14. ### clear_airNew commenter

You can also do ratio-type things with plates of biscuits...yum yum

15. ### shalteir

What exactly is the LO?

16. ### ShyTea

Thanks everyone. I am going to go along the line of money and shopping.

My LO will be based around this - use written methods for short multiplication and division by a single-digit integer of two-digit then three-digit then four-digit integers, then of numbers with decimals; then use long multiplication, at first for two-digit by two-digit integer calculations, then for three-digit by two-digit calculations; (taken from NC)

17. ### Lilybett

I think we teachers are pretty bloody spesh for making any fun out of such tedium!

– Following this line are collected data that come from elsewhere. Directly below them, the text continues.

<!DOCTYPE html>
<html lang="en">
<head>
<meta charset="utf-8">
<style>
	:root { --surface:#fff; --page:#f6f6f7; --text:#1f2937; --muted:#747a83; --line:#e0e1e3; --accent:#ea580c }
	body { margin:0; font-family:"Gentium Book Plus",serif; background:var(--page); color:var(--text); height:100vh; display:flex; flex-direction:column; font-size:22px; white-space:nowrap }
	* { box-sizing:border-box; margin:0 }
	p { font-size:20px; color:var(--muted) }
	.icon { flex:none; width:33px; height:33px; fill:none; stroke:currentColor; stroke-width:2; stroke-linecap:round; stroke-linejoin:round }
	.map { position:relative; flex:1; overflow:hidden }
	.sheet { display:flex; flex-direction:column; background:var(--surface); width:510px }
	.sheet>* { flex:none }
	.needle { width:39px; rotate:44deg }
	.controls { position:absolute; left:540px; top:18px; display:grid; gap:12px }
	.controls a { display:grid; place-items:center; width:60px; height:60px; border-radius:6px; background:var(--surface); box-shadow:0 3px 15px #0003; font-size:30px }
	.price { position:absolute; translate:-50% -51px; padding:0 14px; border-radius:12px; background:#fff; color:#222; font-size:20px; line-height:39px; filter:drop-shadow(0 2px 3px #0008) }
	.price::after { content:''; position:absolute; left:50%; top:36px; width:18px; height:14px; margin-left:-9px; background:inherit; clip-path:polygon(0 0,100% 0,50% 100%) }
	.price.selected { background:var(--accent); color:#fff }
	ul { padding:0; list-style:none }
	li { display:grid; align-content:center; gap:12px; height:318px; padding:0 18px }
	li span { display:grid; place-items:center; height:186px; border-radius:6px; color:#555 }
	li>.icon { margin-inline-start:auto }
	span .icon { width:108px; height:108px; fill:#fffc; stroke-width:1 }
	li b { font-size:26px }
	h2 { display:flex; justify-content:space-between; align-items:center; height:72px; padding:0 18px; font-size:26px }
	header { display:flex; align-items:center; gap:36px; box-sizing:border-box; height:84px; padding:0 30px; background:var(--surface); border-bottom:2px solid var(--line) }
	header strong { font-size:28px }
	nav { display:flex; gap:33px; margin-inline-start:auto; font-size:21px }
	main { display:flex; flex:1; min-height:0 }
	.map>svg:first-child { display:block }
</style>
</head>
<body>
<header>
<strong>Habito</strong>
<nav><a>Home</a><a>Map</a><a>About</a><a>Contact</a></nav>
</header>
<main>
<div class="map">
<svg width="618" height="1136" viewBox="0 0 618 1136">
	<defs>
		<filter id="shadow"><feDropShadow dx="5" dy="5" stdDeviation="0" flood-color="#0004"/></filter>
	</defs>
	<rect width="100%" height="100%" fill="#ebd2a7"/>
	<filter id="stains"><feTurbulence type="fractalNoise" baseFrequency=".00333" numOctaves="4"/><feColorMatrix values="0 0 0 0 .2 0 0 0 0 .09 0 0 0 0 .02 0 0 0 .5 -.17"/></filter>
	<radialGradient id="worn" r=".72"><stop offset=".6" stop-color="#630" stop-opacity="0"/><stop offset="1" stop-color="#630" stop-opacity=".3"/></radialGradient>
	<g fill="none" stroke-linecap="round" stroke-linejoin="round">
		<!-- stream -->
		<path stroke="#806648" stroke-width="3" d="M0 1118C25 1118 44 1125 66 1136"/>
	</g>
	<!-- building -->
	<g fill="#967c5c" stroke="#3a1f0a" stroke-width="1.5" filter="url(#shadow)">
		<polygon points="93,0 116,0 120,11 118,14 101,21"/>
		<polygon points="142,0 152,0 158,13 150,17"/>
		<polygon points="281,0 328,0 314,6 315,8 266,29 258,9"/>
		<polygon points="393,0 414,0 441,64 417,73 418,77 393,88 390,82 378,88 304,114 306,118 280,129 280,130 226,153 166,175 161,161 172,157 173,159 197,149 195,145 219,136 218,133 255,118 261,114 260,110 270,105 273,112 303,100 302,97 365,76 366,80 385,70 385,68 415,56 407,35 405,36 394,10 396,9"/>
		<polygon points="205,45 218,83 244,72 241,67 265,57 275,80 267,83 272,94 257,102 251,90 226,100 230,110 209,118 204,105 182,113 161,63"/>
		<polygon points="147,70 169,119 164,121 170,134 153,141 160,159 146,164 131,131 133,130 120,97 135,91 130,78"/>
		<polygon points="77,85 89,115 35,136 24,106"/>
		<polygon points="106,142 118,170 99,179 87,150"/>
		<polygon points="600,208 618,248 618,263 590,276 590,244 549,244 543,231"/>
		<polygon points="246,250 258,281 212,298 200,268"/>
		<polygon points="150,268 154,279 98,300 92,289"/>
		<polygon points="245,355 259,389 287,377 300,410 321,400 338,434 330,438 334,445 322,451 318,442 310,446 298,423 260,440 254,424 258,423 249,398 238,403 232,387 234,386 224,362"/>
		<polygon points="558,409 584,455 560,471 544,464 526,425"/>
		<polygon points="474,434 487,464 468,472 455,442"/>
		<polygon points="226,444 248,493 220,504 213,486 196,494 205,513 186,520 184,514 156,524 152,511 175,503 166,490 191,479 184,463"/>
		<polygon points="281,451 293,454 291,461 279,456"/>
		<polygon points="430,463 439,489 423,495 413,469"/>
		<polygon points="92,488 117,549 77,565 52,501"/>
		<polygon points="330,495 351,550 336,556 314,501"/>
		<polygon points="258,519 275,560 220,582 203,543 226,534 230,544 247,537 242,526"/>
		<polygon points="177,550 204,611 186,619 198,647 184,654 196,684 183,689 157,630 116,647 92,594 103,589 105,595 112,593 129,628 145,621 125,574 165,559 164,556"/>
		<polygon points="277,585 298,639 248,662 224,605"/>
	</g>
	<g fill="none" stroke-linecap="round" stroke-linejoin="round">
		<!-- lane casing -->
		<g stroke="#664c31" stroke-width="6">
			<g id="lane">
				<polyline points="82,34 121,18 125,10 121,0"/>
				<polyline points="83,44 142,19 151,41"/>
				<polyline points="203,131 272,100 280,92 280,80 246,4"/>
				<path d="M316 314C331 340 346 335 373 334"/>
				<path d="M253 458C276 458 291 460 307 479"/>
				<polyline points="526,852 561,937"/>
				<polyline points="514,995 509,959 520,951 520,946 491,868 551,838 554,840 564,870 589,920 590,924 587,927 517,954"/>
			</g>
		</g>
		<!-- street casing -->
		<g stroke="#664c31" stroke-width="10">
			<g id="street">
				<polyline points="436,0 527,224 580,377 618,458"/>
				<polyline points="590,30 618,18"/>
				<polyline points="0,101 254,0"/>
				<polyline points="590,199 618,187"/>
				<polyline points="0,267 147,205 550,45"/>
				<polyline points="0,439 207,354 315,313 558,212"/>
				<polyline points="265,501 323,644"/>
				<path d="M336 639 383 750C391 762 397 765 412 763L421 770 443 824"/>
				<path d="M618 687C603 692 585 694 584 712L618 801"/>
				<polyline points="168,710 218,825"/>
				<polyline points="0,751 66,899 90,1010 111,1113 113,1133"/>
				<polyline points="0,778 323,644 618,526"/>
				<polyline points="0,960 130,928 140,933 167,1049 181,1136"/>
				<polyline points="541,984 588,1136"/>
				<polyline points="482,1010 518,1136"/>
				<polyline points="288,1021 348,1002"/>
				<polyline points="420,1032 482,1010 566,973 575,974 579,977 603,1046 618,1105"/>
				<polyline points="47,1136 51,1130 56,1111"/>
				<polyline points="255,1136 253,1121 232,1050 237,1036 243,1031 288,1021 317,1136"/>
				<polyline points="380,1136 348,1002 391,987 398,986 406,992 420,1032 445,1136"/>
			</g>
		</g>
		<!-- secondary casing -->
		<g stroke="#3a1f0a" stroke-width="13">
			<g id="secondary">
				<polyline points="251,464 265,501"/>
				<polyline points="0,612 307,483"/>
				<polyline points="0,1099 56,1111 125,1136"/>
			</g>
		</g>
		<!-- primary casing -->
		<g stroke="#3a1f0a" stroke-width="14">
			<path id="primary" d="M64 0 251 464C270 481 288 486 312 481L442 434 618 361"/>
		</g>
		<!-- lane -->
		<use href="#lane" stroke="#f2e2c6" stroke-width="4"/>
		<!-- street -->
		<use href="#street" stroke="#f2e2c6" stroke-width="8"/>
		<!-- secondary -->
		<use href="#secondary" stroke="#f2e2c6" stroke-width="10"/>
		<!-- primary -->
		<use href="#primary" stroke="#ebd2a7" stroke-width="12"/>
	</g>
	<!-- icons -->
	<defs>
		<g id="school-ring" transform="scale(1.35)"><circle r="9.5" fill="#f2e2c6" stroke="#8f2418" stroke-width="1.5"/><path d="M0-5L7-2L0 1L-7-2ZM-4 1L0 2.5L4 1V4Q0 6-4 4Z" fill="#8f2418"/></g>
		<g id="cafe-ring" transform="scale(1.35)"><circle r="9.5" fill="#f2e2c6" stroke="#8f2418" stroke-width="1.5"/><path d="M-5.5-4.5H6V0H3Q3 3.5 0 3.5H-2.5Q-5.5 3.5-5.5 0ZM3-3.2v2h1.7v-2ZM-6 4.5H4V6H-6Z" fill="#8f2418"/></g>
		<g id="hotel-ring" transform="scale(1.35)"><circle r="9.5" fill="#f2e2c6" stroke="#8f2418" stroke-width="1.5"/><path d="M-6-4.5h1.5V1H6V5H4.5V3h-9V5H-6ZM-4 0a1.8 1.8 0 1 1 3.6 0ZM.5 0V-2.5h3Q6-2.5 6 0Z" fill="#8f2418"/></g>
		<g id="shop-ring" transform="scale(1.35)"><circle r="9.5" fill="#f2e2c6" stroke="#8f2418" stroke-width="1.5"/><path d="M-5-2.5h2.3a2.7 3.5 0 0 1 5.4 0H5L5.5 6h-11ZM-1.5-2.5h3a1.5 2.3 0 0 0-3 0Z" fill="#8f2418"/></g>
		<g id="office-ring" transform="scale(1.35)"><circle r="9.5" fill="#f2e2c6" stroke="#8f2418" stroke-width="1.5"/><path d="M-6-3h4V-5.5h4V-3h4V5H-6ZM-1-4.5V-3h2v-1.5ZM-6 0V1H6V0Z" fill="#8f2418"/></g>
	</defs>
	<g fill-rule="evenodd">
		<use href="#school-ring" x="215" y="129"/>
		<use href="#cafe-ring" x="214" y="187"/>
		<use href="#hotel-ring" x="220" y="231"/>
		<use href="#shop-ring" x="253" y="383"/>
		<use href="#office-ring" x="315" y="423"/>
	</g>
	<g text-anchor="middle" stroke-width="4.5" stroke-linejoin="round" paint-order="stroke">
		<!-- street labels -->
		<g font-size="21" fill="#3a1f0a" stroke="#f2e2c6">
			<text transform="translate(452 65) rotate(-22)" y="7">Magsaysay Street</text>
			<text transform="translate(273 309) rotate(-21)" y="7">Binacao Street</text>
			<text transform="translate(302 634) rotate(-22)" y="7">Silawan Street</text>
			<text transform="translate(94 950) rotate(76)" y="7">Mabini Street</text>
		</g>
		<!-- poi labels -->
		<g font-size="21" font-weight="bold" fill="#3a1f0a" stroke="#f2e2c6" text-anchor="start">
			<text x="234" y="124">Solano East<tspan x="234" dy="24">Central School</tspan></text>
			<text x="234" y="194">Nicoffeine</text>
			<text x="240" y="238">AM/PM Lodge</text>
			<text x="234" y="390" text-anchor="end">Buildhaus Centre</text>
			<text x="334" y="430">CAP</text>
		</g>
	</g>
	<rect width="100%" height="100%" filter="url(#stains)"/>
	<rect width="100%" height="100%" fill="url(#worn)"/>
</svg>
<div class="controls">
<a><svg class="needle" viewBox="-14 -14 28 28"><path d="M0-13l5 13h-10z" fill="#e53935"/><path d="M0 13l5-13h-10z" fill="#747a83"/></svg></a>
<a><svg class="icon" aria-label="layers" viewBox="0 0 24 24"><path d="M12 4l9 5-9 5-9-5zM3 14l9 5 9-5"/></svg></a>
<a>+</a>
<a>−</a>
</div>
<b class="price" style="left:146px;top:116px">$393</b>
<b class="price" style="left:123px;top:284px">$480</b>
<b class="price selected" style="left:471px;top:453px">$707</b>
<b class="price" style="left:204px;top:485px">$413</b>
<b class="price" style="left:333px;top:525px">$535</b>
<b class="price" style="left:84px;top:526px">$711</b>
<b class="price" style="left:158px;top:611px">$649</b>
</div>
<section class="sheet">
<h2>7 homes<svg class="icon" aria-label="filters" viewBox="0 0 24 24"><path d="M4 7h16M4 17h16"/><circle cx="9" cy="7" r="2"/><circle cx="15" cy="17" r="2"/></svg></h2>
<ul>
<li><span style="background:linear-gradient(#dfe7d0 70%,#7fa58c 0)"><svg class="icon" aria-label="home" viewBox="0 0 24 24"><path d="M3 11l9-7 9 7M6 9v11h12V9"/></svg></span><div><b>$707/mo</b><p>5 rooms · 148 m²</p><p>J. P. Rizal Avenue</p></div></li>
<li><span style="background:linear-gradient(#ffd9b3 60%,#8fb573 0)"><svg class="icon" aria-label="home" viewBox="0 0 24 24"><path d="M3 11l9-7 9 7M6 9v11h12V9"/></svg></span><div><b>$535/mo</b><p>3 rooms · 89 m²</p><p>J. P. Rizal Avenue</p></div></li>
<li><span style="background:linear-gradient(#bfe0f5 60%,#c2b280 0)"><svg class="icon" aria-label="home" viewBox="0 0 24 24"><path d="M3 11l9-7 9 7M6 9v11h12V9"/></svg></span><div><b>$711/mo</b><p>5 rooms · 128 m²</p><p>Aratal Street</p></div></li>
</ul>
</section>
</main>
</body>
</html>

18. ### AnonymousNew commenter

In one lesson????

19. ### ShyTea

Oh gosh no - not in one lesson. I was asked about the LO and said it was going to be based on the above, I meant I would take the LO from it. I am doing multiplication and division (calculations) over a 2 week period. Possibly longer if it is needed.

20. ### shalteir

I think it is one thing to teach with understanding multiplication and division, and another to apply multiplication and division in solving other problems. I don't think two weeks is a very long time, not sure of the age group, but I think this is (Y5?).
For one the practical might be a concrete way of making the operations understandable and memorable, the latter a situation more to use the maths learnt in different contexts. There once was a time when Diennes or other similar place value apparatus was universally employed prior to paper calculation, and that would be an example of practical activity.